How to calculate the basic solution time complexity and Top-down array question?

  1. How do we calculate the the basic solution time complexity? In solution, it’s O(3^(m + n)). how to get this result?

  2. Why do we need three-dimensional array in Top-down solution? i1 and i2 are changing values and count is the result we want. We can just use two-dimensional array for i1 and i2.

  3. Why can’t we pass count instead of 0 as the argument in c1 and c2 in basic solution just like we pass the sum in Maximum Sum Increasing Subsequence basic solution?

    This problem basic solution:
    int c1 = findLCSLengthRecursive(s1, s2, i1, i2+1, 0);
    int c2 = findLCSLengthRecursive(s1, s2, i1+1, i2, 0);
    Maximum Sum Increasing Subsequence basic solution:
    int s2 = findMSISRecursive(nums, currentIndex+1, previousIndex, sum);

  4. Can we not use count as parameter in basic solution just like the solution of Longest Common Subsequence? If so, how to change the code?
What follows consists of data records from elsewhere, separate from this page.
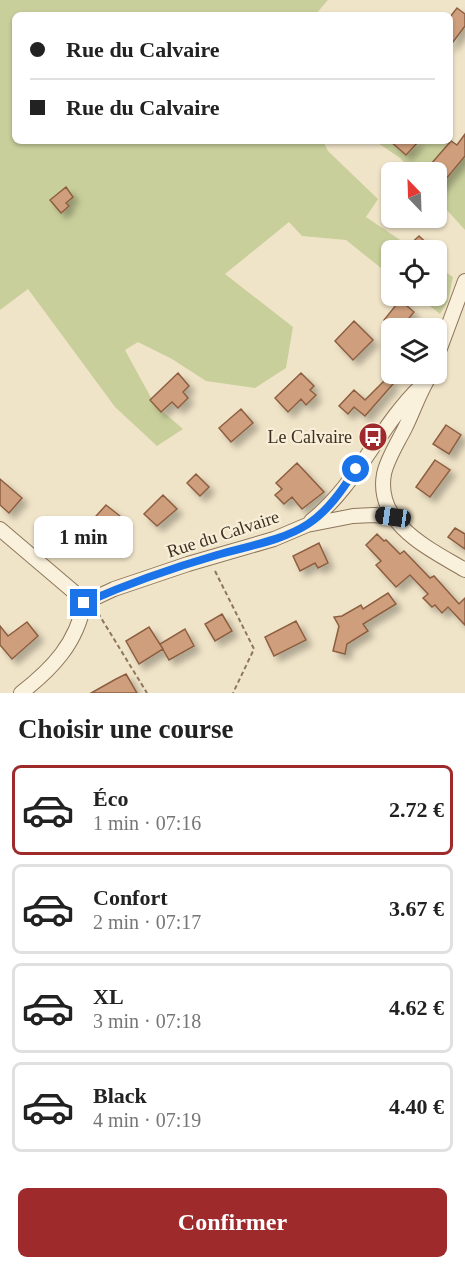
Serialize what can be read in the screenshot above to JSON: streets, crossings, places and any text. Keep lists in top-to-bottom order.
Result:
{
  "streets": {
    "street": ["Rue du Calvaire"]
  },
  "places": {
    "bus stop": ["Le Calvaire"]
  },
  "north": "top left",
  "page": {
    "banner": ["Rue du Calvaire", "Rue du Calvaire"],
    "bubble": "1 min",
    "heading": "Choisir une course",
    "list": [
      {
        "name": "Éco",
        "note": "1 min · 07:16",
        "value": "2.72 €"
      },
      {
        "name": "Confort",
        "note": "2 min · 07:17",
        "value": "3.67 €"
      },
      {
        "name": "XL",
        "note": "3 min · 07:18",
        "value": "4.62 €"
      },
      {
        "name": "Black",
        "note": "4 min · 07:19",
        "value": "4.40 €"
      }
    ],
    "buttons": "Confirmer"
  }
}
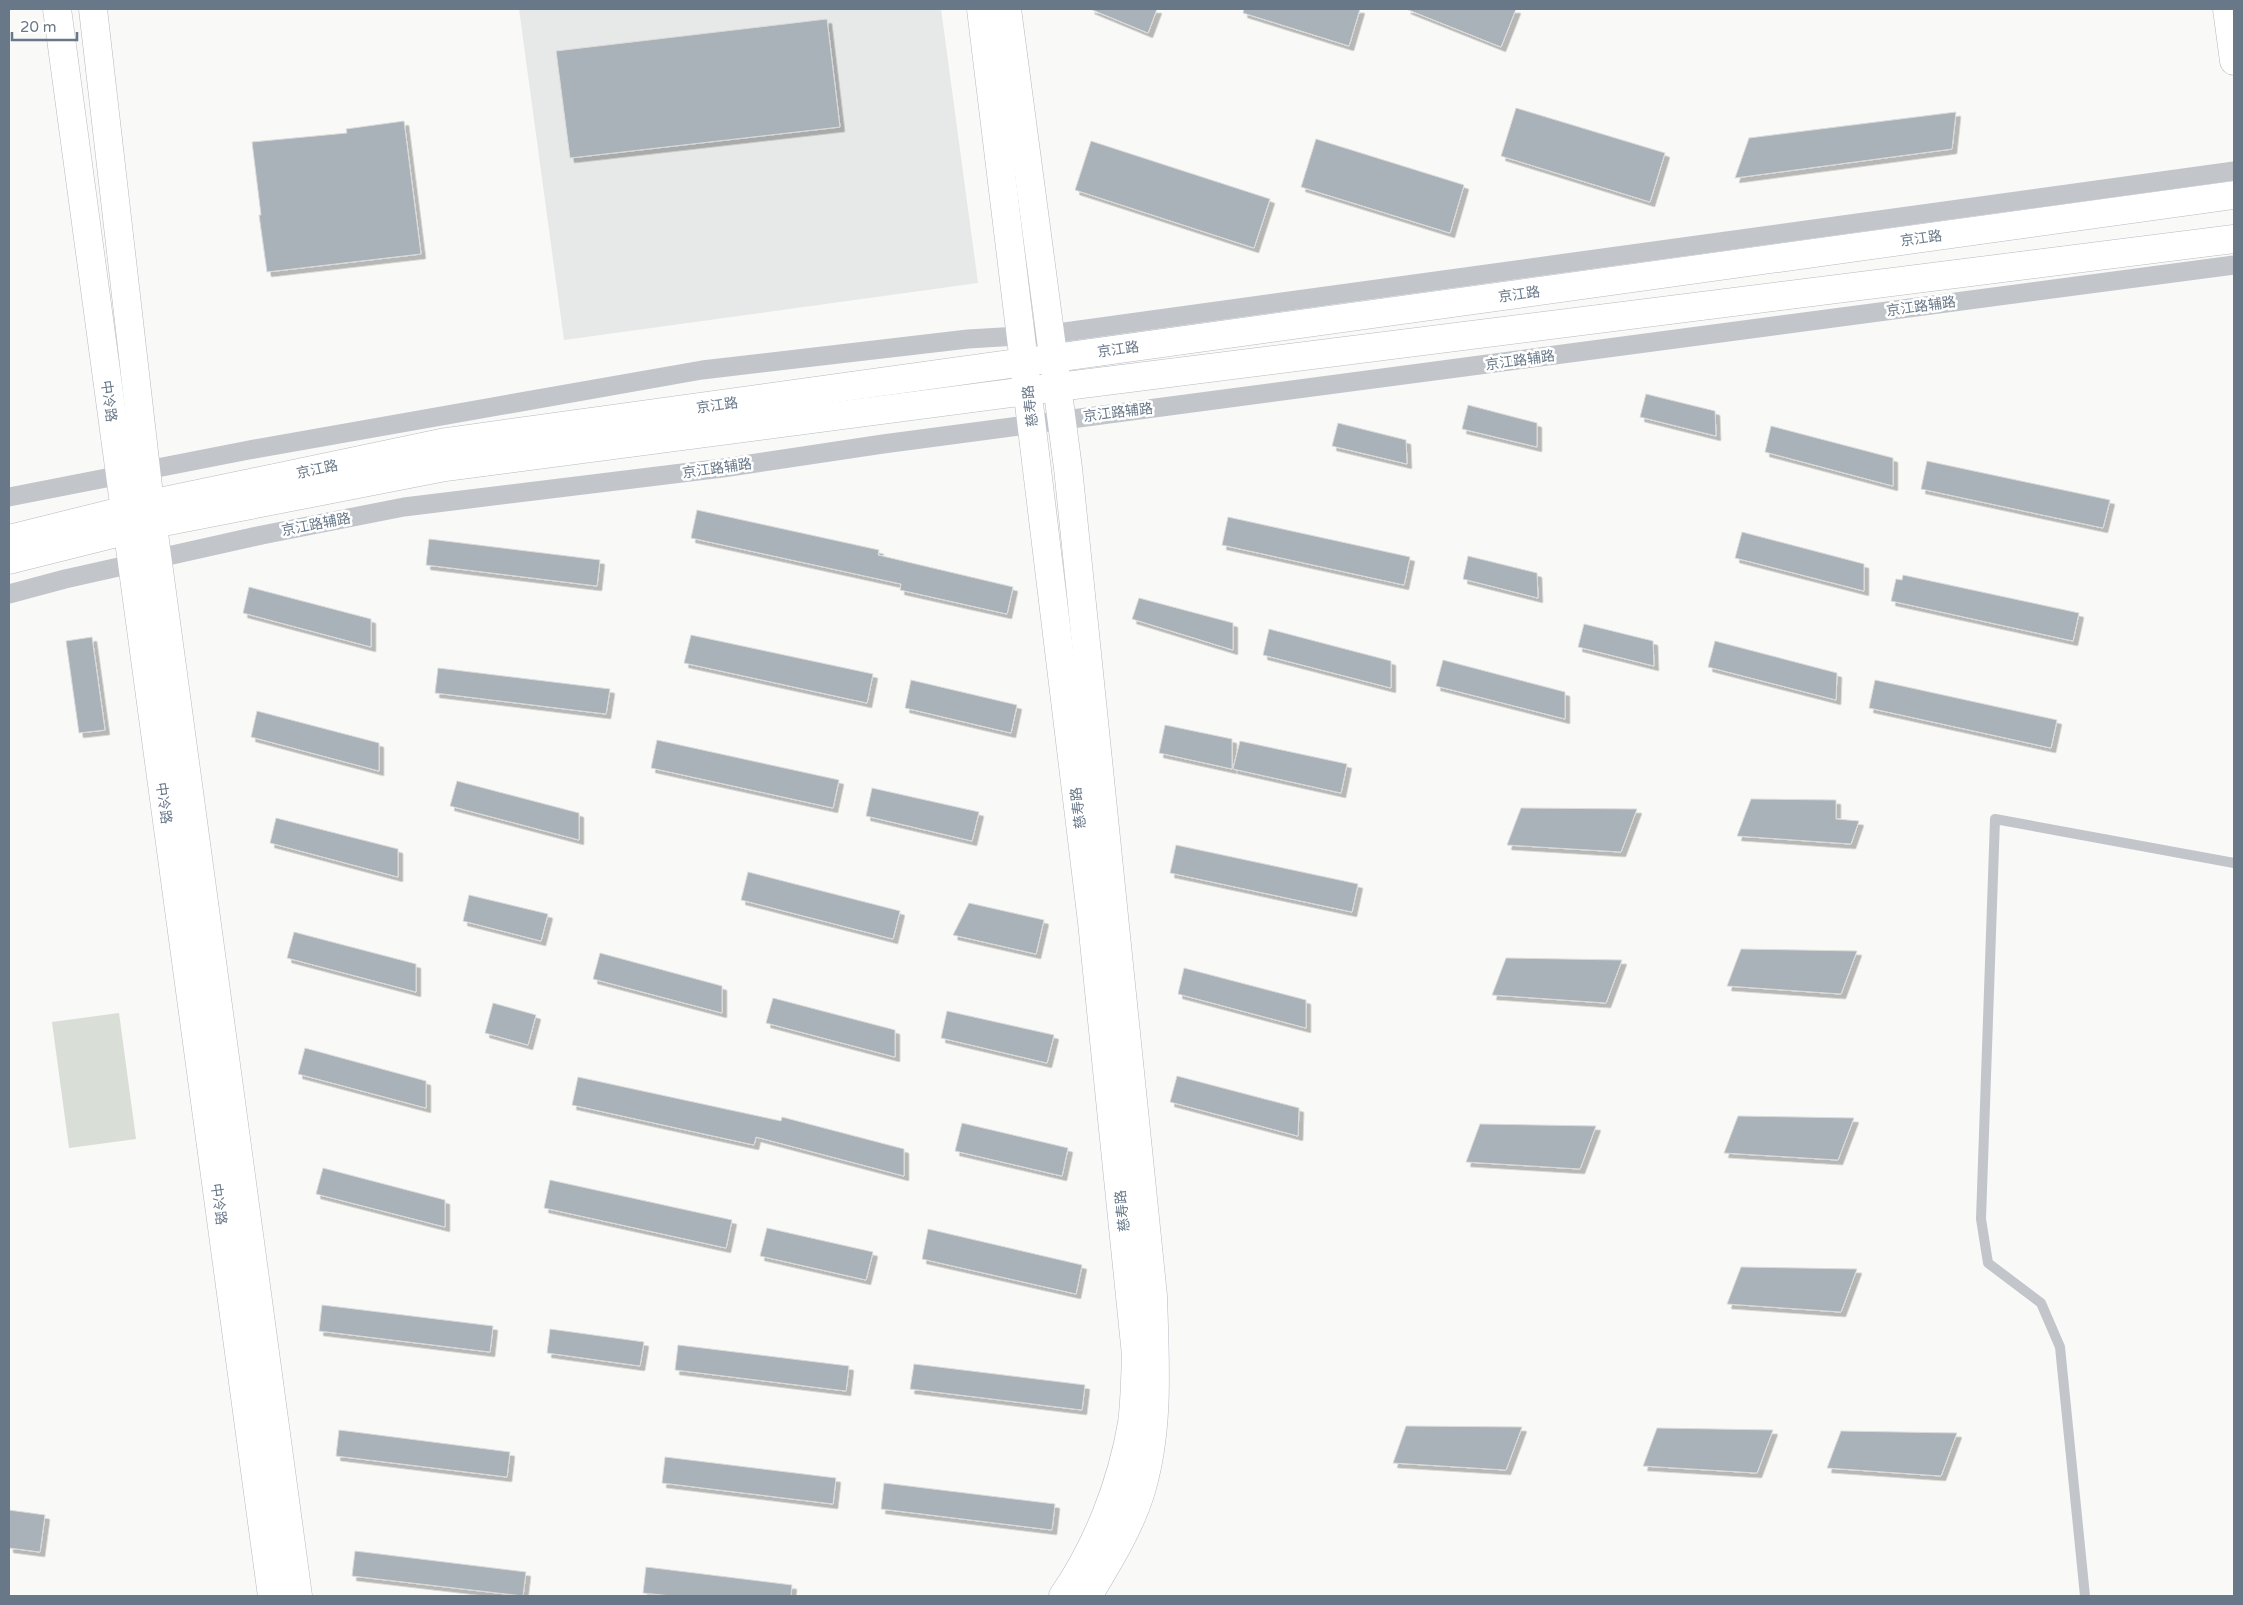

Do you guys have any ideas? Thanks!

Hi @Franklin,

Here are the answers to your questions:

  1. There are three recursive calls in each function call and we are iterating both the strings; that is why we have a time complexity of O(3^(m + n)). Compare it with the case when we are iterating only one string and make two recursive calls; in that case the time complexity will be O(2^n).

  2. ‘Count’ is also a changing variable, see this:

    if(s1.charAt(i1) == s2.charAt(i2))
       count = findLCSLengthRecursive(s1, s2, i1+1, i2+1, count+1);

So we do need a three-dimensional array.

3 & 4. Both these questions are because you are confusing ‘substring’ and ‘subsequence’. When we are matching a substring we have to find contiguous characters; that is why whenever we don’t have a matching character we restart the count to ‘0’ as now we will be finding a new string.

In case of a subsequence, we can always skip a character as there can be extra characters in a subsequence of a sequence.

Hope these answers help.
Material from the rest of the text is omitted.